無理もないね。その場所は街道のすぐ脇、彼らから数メートルしか離れていなかったのだから。
「少し離れた場所に巣くっているものとも同じ反応を示しているので、魔物であることは間違いないと思います」
プレイヤー視点で言うと、ミニマップ上に魔物を表す赤い点で表示されている、ということになるね。
「でも、敵意とか悪意が感じられないよね?」
襲ってくる魔物特有の嫌な雰囲気はなく、どちらかと言えば怯えられているという方が適切かもしれない。
「群れからはぐれたファットマウスかしら?」
ミルファの疑問に首を傾げてしまう。なぜなら、ファットマウスはこれまでに単体であっても襲ってきたことがあるからだ。それに仮にファットマウスだとすれば、悲鳴と一緒に聞こえてきたあの怪しい鳴き声の説明がつかなくなってしまう。

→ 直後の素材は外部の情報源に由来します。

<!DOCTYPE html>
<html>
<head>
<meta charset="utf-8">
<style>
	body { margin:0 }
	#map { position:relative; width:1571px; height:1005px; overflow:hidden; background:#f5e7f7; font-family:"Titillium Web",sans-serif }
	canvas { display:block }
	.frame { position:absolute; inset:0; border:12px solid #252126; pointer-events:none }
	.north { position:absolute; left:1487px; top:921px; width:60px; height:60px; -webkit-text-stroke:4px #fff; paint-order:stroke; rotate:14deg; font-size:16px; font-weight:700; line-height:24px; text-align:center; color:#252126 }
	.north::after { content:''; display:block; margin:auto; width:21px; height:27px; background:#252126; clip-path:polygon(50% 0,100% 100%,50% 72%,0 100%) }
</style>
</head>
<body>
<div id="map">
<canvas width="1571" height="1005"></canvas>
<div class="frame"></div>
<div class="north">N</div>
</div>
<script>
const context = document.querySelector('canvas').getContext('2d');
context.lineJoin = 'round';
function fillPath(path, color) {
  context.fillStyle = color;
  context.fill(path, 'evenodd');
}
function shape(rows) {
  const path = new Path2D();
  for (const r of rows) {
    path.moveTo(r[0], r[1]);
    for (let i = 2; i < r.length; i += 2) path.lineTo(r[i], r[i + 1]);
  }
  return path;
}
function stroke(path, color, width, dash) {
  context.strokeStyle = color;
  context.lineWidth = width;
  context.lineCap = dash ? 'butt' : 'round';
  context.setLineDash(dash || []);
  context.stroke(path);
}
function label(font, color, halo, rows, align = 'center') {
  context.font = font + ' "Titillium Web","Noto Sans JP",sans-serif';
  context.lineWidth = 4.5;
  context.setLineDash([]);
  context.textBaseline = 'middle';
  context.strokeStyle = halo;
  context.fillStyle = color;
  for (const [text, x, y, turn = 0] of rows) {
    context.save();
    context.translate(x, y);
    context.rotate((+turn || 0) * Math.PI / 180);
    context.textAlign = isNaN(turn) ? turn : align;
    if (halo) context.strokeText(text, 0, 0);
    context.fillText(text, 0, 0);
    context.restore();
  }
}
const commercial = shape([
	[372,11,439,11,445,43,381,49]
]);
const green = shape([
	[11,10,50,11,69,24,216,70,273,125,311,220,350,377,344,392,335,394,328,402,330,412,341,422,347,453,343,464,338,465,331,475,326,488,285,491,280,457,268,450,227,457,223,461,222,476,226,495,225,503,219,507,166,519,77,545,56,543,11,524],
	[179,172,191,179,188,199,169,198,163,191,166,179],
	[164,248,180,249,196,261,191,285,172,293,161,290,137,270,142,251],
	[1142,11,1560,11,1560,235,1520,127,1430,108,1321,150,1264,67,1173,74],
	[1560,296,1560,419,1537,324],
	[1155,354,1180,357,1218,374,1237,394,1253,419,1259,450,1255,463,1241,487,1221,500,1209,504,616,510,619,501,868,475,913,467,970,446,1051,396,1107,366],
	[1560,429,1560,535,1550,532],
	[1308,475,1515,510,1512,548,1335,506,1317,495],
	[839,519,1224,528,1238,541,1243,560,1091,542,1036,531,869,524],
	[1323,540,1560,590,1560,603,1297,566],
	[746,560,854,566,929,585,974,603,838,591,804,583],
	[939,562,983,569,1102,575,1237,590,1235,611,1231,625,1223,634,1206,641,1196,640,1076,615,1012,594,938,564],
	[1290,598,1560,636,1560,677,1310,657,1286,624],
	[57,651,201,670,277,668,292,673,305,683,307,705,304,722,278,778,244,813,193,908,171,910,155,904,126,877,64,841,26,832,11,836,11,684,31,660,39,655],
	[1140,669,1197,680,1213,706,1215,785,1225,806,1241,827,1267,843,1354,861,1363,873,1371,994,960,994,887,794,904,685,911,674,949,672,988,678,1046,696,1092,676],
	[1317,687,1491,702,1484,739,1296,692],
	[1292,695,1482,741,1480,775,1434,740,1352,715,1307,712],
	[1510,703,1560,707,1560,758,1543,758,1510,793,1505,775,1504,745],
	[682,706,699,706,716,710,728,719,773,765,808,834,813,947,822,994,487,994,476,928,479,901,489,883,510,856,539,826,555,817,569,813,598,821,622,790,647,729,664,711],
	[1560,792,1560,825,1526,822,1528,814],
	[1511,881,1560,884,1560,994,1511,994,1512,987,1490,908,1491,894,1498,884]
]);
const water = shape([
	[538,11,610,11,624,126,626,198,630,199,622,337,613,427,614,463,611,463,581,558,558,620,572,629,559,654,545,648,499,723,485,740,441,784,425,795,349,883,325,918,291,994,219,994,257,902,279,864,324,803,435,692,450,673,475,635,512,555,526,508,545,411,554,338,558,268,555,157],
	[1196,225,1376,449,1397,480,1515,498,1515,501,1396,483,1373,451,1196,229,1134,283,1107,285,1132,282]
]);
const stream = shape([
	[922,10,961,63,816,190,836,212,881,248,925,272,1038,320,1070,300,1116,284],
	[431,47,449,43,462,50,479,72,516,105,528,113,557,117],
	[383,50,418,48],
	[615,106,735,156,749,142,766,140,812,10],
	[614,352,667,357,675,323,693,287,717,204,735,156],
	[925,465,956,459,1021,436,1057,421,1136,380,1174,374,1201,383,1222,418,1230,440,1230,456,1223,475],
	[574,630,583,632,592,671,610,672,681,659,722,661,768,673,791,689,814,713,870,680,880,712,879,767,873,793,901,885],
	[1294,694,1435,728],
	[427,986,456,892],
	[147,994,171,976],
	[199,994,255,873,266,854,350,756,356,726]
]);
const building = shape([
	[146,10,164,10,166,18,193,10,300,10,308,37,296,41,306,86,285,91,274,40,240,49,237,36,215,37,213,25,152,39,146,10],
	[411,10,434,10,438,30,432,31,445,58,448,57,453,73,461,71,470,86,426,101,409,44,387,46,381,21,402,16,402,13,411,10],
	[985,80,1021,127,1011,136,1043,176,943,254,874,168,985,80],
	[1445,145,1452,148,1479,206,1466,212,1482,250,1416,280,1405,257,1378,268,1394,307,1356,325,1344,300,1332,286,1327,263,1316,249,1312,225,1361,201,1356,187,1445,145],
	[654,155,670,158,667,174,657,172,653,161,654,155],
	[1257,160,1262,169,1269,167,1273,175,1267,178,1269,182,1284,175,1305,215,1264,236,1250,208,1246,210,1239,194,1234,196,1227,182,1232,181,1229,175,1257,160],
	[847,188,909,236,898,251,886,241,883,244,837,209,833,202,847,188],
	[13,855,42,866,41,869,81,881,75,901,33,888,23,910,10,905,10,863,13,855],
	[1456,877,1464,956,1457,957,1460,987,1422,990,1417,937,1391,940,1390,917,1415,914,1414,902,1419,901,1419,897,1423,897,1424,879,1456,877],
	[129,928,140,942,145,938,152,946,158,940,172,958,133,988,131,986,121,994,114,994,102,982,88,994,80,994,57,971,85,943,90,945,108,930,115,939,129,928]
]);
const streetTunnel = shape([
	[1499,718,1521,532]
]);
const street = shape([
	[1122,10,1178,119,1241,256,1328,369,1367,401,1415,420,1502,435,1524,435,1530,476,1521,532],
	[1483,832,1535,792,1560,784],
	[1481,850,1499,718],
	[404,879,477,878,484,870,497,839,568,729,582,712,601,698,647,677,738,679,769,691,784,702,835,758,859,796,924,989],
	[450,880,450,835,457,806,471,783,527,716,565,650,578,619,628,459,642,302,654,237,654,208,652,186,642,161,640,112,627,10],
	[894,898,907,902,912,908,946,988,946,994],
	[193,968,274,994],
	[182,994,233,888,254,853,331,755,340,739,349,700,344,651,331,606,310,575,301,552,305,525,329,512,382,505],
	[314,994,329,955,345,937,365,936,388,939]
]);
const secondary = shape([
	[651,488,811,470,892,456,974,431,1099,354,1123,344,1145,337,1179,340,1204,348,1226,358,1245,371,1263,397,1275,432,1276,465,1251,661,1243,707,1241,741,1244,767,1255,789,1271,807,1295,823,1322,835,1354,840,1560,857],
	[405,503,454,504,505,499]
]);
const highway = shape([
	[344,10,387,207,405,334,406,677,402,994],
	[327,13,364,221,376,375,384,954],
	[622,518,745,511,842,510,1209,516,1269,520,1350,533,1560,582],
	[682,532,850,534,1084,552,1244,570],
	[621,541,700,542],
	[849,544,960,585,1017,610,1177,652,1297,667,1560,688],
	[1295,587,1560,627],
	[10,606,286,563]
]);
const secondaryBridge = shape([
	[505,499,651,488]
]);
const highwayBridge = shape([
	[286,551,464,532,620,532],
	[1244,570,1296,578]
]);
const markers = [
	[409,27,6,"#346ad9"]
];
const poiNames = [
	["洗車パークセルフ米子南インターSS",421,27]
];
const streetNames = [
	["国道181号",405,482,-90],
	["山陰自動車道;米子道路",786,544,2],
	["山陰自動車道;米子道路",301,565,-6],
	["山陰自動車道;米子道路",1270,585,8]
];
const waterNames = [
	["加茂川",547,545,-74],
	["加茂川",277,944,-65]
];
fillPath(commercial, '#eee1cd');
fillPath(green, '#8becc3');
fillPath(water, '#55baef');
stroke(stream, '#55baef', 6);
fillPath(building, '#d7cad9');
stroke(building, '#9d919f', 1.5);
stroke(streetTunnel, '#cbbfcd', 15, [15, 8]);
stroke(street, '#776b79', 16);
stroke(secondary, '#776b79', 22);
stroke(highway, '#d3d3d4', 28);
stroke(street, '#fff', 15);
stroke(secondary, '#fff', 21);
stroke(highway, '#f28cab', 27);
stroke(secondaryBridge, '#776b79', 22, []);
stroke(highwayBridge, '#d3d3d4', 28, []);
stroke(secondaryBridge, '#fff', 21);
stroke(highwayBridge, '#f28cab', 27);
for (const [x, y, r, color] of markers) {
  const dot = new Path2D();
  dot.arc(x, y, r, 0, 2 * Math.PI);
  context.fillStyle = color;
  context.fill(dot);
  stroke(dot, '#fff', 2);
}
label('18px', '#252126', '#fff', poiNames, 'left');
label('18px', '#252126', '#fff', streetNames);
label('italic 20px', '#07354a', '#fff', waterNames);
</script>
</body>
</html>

ここは今までにボクたちが倒したことのある魔物とは別物だと考えておく方がいいだろうね。
魔物の正体はともかく、さて、どうするべきか。
ボクたちが取れる行動は主に二つ。戦うか、それとも逃げるかだ。そしてどちらを選ぶとしても、少年たちという足手まといがいることを忘れてはいけないだろう。
戦うならば非戦闘員である彼らの安全に配慮したものとならざるを得ないし、逃げるにしても恐怖と焦りからまともに走ることすらできないかもしれない。
魔物がどのような反応をするかが分からないところも難点だ。今は大人しくこちらの様子を伺っているようだが、どのような動作が引き金となって凶暴化するのか想像もつかない。
武器を取るなどの先頭にかかわる行動が刺激となるなら、ボクたちの方も心構えができている分だけまだマシだ。
けれども逆に、逃げることがスイッチとなるとすれば最悪の場合後方から一方的な攻撃を受けることもあり得てしまう。
うあー。
やっぱり面倒で厄介で面倒で危険な問題に巻き込まれちゃってるよ……。